What is required:
Each entry below should be printed exactly as given.

Provided information:
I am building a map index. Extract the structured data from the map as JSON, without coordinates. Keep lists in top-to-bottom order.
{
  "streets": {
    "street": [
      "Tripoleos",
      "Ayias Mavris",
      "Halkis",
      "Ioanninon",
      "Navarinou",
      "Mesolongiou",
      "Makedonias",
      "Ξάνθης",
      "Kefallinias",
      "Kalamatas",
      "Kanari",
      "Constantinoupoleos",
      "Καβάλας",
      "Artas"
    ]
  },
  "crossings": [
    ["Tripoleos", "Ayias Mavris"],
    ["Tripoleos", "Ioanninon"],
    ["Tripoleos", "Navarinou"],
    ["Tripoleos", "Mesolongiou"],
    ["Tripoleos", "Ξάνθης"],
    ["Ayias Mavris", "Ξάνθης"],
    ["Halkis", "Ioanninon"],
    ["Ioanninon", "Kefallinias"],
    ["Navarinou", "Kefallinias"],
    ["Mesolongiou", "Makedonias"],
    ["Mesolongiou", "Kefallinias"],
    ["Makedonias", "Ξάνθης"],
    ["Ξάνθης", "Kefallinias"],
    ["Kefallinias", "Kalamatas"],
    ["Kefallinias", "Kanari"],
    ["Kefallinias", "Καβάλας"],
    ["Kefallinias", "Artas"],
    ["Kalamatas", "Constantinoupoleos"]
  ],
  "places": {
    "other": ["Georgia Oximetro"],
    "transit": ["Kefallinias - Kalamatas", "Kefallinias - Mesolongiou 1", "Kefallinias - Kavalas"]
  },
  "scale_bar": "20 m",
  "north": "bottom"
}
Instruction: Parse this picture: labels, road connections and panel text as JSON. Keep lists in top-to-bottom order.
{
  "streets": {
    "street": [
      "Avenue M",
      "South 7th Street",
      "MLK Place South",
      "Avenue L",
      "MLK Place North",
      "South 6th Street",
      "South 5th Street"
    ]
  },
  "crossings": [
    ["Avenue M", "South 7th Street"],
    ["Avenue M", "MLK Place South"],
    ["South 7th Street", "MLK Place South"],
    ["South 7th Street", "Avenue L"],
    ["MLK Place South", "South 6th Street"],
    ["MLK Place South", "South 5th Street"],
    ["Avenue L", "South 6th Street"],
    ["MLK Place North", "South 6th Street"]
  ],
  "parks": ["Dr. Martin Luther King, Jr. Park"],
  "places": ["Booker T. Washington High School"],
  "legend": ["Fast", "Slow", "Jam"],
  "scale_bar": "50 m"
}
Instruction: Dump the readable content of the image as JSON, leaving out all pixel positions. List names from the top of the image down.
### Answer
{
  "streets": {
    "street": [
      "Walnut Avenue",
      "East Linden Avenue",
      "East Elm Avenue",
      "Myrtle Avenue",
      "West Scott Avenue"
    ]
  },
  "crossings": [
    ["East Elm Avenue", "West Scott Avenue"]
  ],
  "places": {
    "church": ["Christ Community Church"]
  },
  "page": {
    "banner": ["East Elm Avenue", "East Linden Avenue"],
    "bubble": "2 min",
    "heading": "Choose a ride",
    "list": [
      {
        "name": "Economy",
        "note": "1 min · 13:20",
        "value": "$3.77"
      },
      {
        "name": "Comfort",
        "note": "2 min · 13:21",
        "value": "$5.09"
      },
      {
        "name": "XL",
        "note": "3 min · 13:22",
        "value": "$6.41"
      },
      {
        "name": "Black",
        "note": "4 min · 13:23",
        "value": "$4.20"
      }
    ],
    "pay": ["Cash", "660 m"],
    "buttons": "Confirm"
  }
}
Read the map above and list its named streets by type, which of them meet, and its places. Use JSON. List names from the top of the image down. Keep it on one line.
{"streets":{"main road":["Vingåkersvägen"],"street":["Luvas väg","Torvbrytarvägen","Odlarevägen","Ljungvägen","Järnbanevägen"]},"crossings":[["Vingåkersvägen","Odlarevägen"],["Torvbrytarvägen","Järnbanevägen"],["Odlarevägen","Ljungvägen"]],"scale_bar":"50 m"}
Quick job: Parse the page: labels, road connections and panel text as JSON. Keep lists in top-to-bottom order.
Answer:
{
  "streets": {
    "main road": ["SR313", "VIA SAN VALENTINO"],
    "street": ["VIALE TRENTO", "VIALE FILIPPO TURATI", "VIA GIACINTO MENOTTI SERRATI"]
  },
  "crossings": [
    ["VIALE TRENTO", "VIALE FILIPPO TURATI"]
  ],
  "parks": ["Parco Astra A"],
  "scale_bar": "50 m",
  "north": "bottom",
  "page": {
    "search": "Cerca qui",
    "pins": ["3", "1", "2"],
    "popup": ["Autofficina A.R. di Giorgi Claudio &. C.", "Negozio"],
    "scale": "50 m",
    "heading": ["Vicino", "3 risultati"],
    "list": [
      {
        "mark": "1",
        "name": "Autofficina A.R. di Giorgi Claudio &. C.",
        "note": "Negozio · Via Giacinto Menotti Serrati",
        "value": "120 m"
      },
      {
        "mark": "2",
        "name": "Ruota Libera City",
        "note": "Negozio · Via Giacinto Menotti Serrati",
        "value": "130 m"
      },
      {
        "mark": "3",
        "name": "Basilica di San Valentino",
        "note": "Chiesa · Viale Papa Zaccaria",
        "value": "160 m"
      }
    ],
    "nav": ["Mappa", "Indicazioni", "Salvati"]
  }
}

Task solution:
I am building a map index. Extract the structured data from the map as JSON, without coordinates. Keep lists in top-to-bottom order.
{
  "streets": {
    "street": [
      "Tripoleos",
      "Ayias Mavris",
      "Halkis",
      "Ioanninon",
      "Navarinou",
      "Mesolongiou",
      "Makedonias",
      "Ξάνθης",
      "Kefallinias",
      "Kalamatas",
      "Kanari",
      "Constantinoupoleos",
      "Καβάλας",
      "Artas"
    ]
  },
  "crossings": [
    ["Tripoleos", "Ayias Mavris"],
    ["Tripoleos", "Ioanninon"],
    ["Tripoleos", "Navarinou"],
    ["Tripoleos", "Mesolongiou"],
    ["Tripoleos", "Ξάνθης"],
    ["Ayias Mavris", "Ξάνθης"],
    ["Halkis", "Ioanninon"],
    ["Ioanninon", "Kefallinias"],
    ["Navarinou", "Kefallinias"],
    ["Mesolongiou", "Makedonias"],
    ["Mesolongiou", "Kefallinias"],
    ["Makedonias", "Ξάνθης"],
    ["Ξάνθης", "Kefallinias"],
    ["Kefallinias", "Kalamatas"],
    ["Kefallinias", "Kanari"],
    ["Kefallinias", "Καβάλας"],
    ["Kefallinias", "Artas"],
    ["Kalamatas", "Constantinoupoleos"]
  ],
  "places": {
    "other": ["Georgia Oximetro"],
    "transit": ["Kefallinias - Kalamatas", "Kefallinias - Mesolongiou 1", "Kefallinias - Kavalas"]
  },
  "scale_bar": "20 m",
  "north": "bottom"
}
Instruction: Parse this picture: labels, road connections and panel text as JSON. Keep lists in top-to-bottom order.
{
  "streets": {
    "street": [
      "Avenue M",
      "South 7th Street",
      "MLK Place South",
      "Avenue L",
      "MLK Place North",
      "South 6th Street",
      "South 5th Street"
    ]
  },
  "crossings": [
    ["Avenue M", "South 7th Street"],
    ["Avenue M", "MLK Place South"],
    ["South 7th Street", "MLK Place South"],
    ["South 7th Street", "Avenue L"],
    ["MLK Place South", "South 6th Street"],
    ["MLK Place South", "South 5th Street"],
    ["Avenue L", "South 6th Street"],
    ["MLK Place North", "South 6th Street"]
  ],
  "parks": ["Dr. Martin Luther King, Jr. Park"],
  "places": ["Booker T. Washington High School"],
  "legend": ["Fast", "Slow", "Jam"],
  "scale_bar": "50 m"
}
Instruction: Dump the readable content of the image as JSON, leaving out all pixel positions. List names from the top of the image down.
### Answer
{
  "streets": {
    "street": [
      "Walnut Avenue",
      "East Linden Avenue",
      "East Elm Avenue",
      "Myrtle Avenue",
      "West Scott Avenue"
    ]
  },
  "crossings": [
    ["East Elm Avenue", "West Scott Avenue"]
  ],
  "places": {
    "church": ["Christ Community Church"]
  },
  "page": {
    "banner": ["East Elm Avenue", "East Linden Avenue"],
    "bubble": "2 min",
    "heading": "Choose a ride",
    "list": [
      {
        "name": "Economy",
        "note": "1 min · 13:20",
        "value": "$3.77"
      },
      {
        "name": "Comfort",
        "note": "2 min · 13:21",
        "value": "$5.09"
      },
      {
        "name": "XL",
        "note": "3 min · 13:22",
        "value": "$6.41"
      },
      {
        "name": "Black",
        "note": "4 min · 13:23",
        "value": "$4.20"
      }
    ],
    "pay": ["Cash", "660 m"],
    "buttons": "Confirm"
  }
}
Read the map above and list its named streets by type, which of them meet, and its places. Use JSON. List names from the top of the image down. Keep it on one line.
{"streets":{"main road":["Vingåkersvägen"],"street":["Luvas väg","Torvbrytarvägen","Odlarevägen","Ljungvägen","Järnbanevägen"]},"crossings":[["Vingåkersvägen","Odlarevägen"],["Torvbrytarvägen","Järnbanevägen"],["Odlarevägen","Ljungvägen"]],"scale_bar":"50 m"}
Quick job: Parse the page: labels, road connections and panel text as JSON. Keep lists in top-to-bottom order.
Answer:
{
  "streets": {
    "main road": ["SR313", "VIA SAN VALENTINO"],
    "street": ["VIALE TRENTO", "VIALE FILIPPO TURATI", "VIA GIACINTO MENOTTI SERRATI"]
  },
  "crossings": [
    ["VIALE TRENTO", "VIALE FILIPPO TURATI"]
  ],
  "parks": ["Parco Astra A"],
  "scale_bar": "50 m",
  "north": "bottom",
  "page": {
    "search": "Cerca qui",
    "pins": ["3", "1", "2"],
    "popup": ["Autofficina A.R. di Giorgi Claudio &. C.", "Negozio"],
    "scale": "50 m",
    "heading": ["Vicino", "3 risultati"],
    "list": [
      {
        "mark": "1",
        "name": "Autofficina A.R. di Giorgi Claudio &. C.",
        "note": "Negozio · Via Giacinto Menotti Serrati",
        "value": "120 m"
      },
      {
        "mark": "2",
        "name": "Ruota Libera City",
        "note": "Negozio · Via Giacinto Menotti Serrati",
        "value": "130 m"
      },
      {
        "mark": "3",
        "name": "Basilica di San Valentino",
        "note": "Chiesa · Viale Papa Zaccaria",
        "value": "160 m"
      }
    ],
    "nav": ["Mappa", "Indicazioni", "Salvati"]
  }
}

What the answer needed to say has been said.